→ EXCERPTED RECORDS:

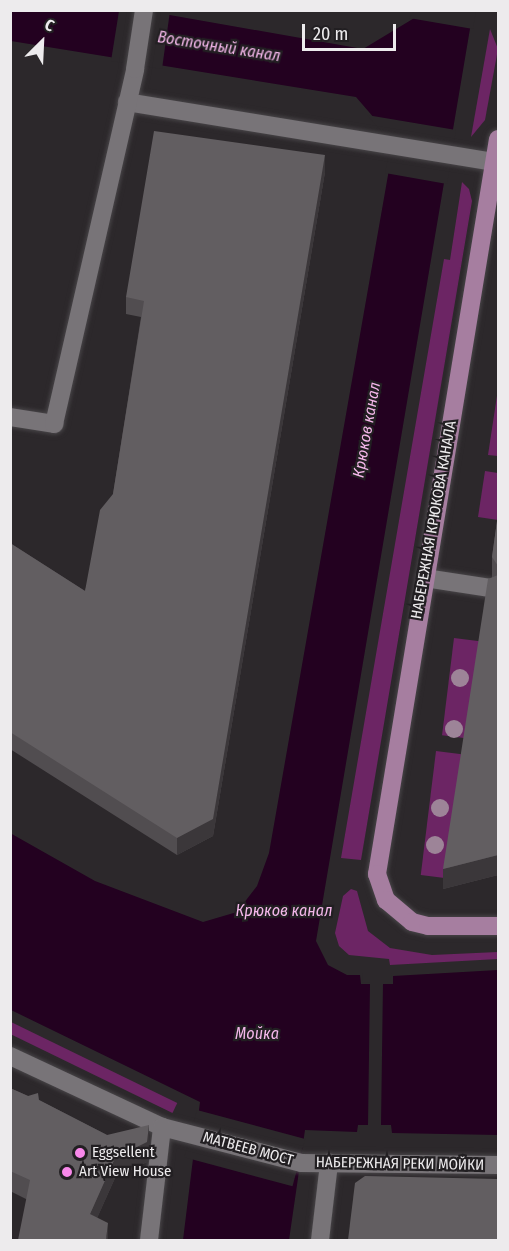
<!DOCTYPE html>
<html>
<head>
<meta charset="utf-8">
<style>
	body { margin:0 }
	#map { position:relative; width:509px; height:1251px; overflow:hidden; background:#2c282b; font-family:"Fira Sans Condensed",sans-serif }
	div>[style] { position:absolute }
	.green>* { inset:0; background:#6c2564; transform-origin:0 0 }
	.water>* { inset:0; background:#230120 }
	.pier>* { inset:0; background:#2c282b; transform-origin:0 0 }
	.roads { filter:drop-shadow(0 0 2px #484548) drop-shadow(0 0 2px #484548) }
	.minor>* { height:18px; margin:-9px; padding:0 9px; transform-origin:9px; border-radius:9px; background:#787478 }
	.major>* { height:18px; margin:-9px; padding:0 9px; transform-origin:9px; border-radius:9px; background:#a67ea0 }
	.trees>* { width:18px; height:18px; margin:-9px; border-radius:50%; background:#9d8498 }
	.wall>* { inset:0; background:#514d50 }
	.shaded-wall>* { inset:0; background:#3b373a }
	.building>* { inset:0; background:#625e61 }
	.dots>* { width:16px; height:16px; translate:-50% -50%; box-sizing:border-box; border:3px solid #221f22; border-radius:50% }
	span { translate:-50% -50%; white-space:nowrap; text-align:center; line-height:1.15; -webkit-text-stroke:4.5px #221f22; paint-order:stroke }
	.street-label { font-size:15px; color:#edebed }
	.poi-label { font-size:15px; color:#edebed }
	.left { translate:0 -50%; text-align:left }
	.water-label { font-size:16px; color:#f4b7ea; font-style:italic }
	.frame { position:absolute; inset:0; border:12px solid #edebed; pointer-events:none }
	.north { position:absolute; left:12px; top:12px; width:60px; height:60px; -webkit-text-stroke:4px #221f22; paint-order:stroke; rotate:24deg; font-size:16px; font-weight:700; line-height:24px; text-align:center; color:#edebed }
	.north::after { content:''; display:block; margin:auto; width:21px; height:27px; background:#edebed; clip-path:polygon(50% 0,100% 100%,50% 72%,0 100%) }
	.scale { position:absolute; left:302px; top:24px; width:94px; height:27px; box-sizing:border-box; border:3px solid #edebed; border-top:0; padding-left:8px; font-size:18px; line-height:21px; white-space:nowrap; color:#edebed; -webkit-text-stroke:4px #221f22; paint-order:stroke }
</style>
</head>
<body>
<div id="map">
	<div class="green">
		<i style="clip-path:polygon(490px 29px,498px 49px,485px 120px,471px 137px)"></i>
		<i style="clip-path:polygon(462px 182px,469px 189px,472px 201px,361px 860px,341px 858px,444px 259px,450px 260px)"></i>
		<i style="clip-path:polygon(498px 389px,498px 456px,488px 455px)"></i>
		<i style="clip-path:polygon(485px 471px,498px 473px,498px 520px,478px 517px)"></i>
		<i style="left:454px;top:638px;width:26px;height:98px;rotate:7deg"></i>
		<i style="left:436px;top:751px;width:26px;height:125px;rotate:7deg"></i>
		<i style="clip-path:polygon(351px 889px,357px 891px,368px 931px,390px 948px,432px 955px,498px 952px,498px 959px,390px 965px,389px 959px,349px 955px,339px 946px,335px 933px,343px 896px)"></i>
		<i style="left:11px;top:1022px;width:185px;height:11px;rotate:26deg"></i>
	</div>
	<div class="water">
		<i style="clip-path:polygon(11px 11px,147px 11px,363px 49px,416px 17px,473px 11px,316px 941px,328px 965px,347px 975px,360px 975px,361px 984px,393px 984px,393px 976px,498px 970px,498px 1135px,392px 1133px,391px 1125px,358px 1125px,357px 1132px,305px 1130px,289px 1240px,183px 1240px,200px 1102px,11px 1010px,10px 833px,95px 881px,203px 922px,237px 912px,257px 886px,269px 853px,394px 141px,356px 97px,11px 41px)"></i>
	</div>
	<div class="pier">
		<i style="clip-path:polygon(415px 10px,476px 10px,473px 29px,409px 18px)"></i>
		<i style="clip-path:polygon(119px 11px,170px 11px,162px 69px,111px 61px)"></i>
		<i style="clip-path:polygon(367px 115px,456px 130px,447px 184px,385px 173px,391px 142px)"></i>
		<i style="clip-path:polygon(362px 973px,363px 981px,390px 981px,392px 973px,392px 983px,383px 983px,381px 1126px,391px 1127px,391px 1135px,389px 1128px,360px 1128px,359px 1134px,359px 1126px,368px 1126px,370px 983px,362px 982px)"></i>
		<i style="left:197px;top:1110px;width:112px;height:49px;rotate:15deg"></i>
	</div>
	<div class="roads">
		<div class="minor">
			<i style="left:127px;top:102px;width:373px;rotate:9.3deg"></i>
			<i style="left:10px;top:417px;width:45px;rotate:9deg"></i>
			<i style="left:54px;top:424px;width:364px;rotate:-77.1deg"></i>
			<i style="left:135px;top:69px;width:60px;rotate:-81.3deg"></i>
			<i style="left:425px;top:578px;width:66px;rotate:8.7deg"></i>
			<i style="left:10px;top:1056px;width:168px;rotate:25deg"></i>
			<i style="left:162px;top:1127px;width:144px;rotate:14.5deg"></i>
			<i style="left:301px;top:1163px;width:197px;rotate:0.6deg"></i>
			<i style="left:149px;top:1240px;width:114px;rotate:-83.4deg"></i>
			<i style="left:320px;top:1240px;width:78px;rotate:-83.3deg"></i>
		</div>
		<div class="major">
			<i style="left:498px;top:139px;width:745px;rotate:99.35deg"></i>
			<i style="left:377px;top:874px;width:28px;rotate:71deg"></i>
			<i style="left:386px;top:900px;width:34px;rotate:40deg"></i>
			<i style="left:412px;top:922px;width:16px;rotate:14deg"></i>
			<i style="left:428px;top:926px;width:70px"></i>
		</div>
	</div>
	<div class="trees">
		<i style="left:460px;top:678px"></i>
		<i style="left:454px;top:729px"></i>
		<i style="left:440px;top:808px"></i>
		<i style="left:435px;top:845px"></i>
	</div>
	<div class="wall">
		<i style="clip-path:polygon(325px 172px,213px 836px,177px 855px,10px 749px,10px 543px,85px 591px,113px 494px,141px 317px,126px 314px,126px 297px)"></i>
		<i style="clip-path:polygon(498px 514px,498px 875px,443px 889px,492px 578px,492px 557px)"></i>
		<i style="clip-path:polygon(10px 1088px,28px 1096px,39px 1100px,107px 1135px,149px 1145px,147px 1162px,115px 1178px,97px 1218px,108px 1240px,10px 1191px)"></i>
	</div>
	<div class="shaded-wall">
		<i style="clip-path:polygon(325px 155px,325px 172px,213px 836px,177px 855px,177px 838px)"></i>
		<i style="clip-path:polygon(498px 855px,498px 875px,443px 889px,443px 869px)"></i>
		<i style="clip-path:polygon(149px 1125px,149px 1145px,147px 1162px,115px 1178px,90px 1234px,90px 1214px,115px 1158px)"></i>
		<i style="clip-path:polygon(108px 1223px,108px 1240px,106px 1240px)"></i>
	</div>
	<div class="building">
		<i style="clip-path:polygon(154px 131px,325px 155px,213px 819px,177px 838px,10px 732px,10px 543px,85px 591px,100px 510px,113px 494px,144px 301px,126px 297px)"></i>
		<i style="clip-path:polygon(498px 514px,498px 566px,492px 557px)"></i>
		<i style="clip-path:polygon(498px 575px,498px 855px,443px 869px,488px 579px)"></i>
		<i style="clip-path:polygon(10px 1088px,28px 1096px,38px 1093px,39px 1100px,107px 1135px,149px 1125px,147px 1142px,115px 1158px,90px 1214px,108px 1223px,106px 1240px,18px 1240px,30px 1180px,10px 1171px)"></i>
		<i style="clip-path:polygon(365px 1176px,498px 1179px,498px 1240px,348px 1240px,355px 1183px)"></i>
	</div>
	<div class="dots">
		<i style="left:80px;top:1153px;background:#f888ea"></i>
		<i style="left:67px;top:1172px;background:#f888ea"></i>
	</div>
	<div class="street-label">
		<span style="left:434px;top:520px;rotate:-80deg">НАБЕРЕЖНАЯ КРЮКОВА КАНАЛА</span>
		<span style="left:248px;top:1149px;rotate:15deg">МАТВЕЕВ МОСТ</span>
		<span style="left:400px;top:1164px;rotate:1deg">НАБЕРЕЖНАЯ РЕКИ МОЙКИ</span>
	</div>
	<div class="poi-label">
		<span class="left" style="left:92px;top:1153px">Eggsellent</span>
		<span class="left" style="left:79px;top:1172px">Art View House</span>
	</div>
	<div class="water-label">
		<span style="left:219px;top:47px;rotate:9deg">Восточный канал</span>
		<span style="left:367px;top:430px;rotate:-80deg">Крюков канал</span>
		<span style="left:284px;top:911px">Крюков канал</span>
		<span style="left:257px;top:1034px">Мойка</span>
	</div>
	<div class="frame"></div>
	<div class="north">С</div>
	<div class="scale">20 m</div>
</div>
</body>
</html>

→ TRY IT: All lines from the start of the entries above through the line containing "transform-origin:9px; border-radius:9px; background:#787478" must be transcribed exactly, both ends included, and no picture may be copied.

→ TASK SOLUTION:
<!DOCTYPE html>
<html>
<head>
<meta charset="utf-8">
<style>
	body { margin:0 }
	#map { position:relative; width:509px; height:1251px; overflow:hidden; background:#2c282b; font-family:"Fira Sans Condensed",sans-serif }
	div>[style] { position:absolute }
	.green>* { inset:0; background:#6c2564; transform-origin:0 0 }
	.water>* { inset:0; background:#230120 }
	.pier>* { inset:0; background:#2c282b; transform-origin:0 0 }
	.roads { filter:drop-shadow(0 0 2px #484548) drop-shadow(0 0 2px #484548) }
	.minor>* { height:18px; margin:-9px; padding:0 9px; transform-origin:9px; border-radius:9px; background:#787478 }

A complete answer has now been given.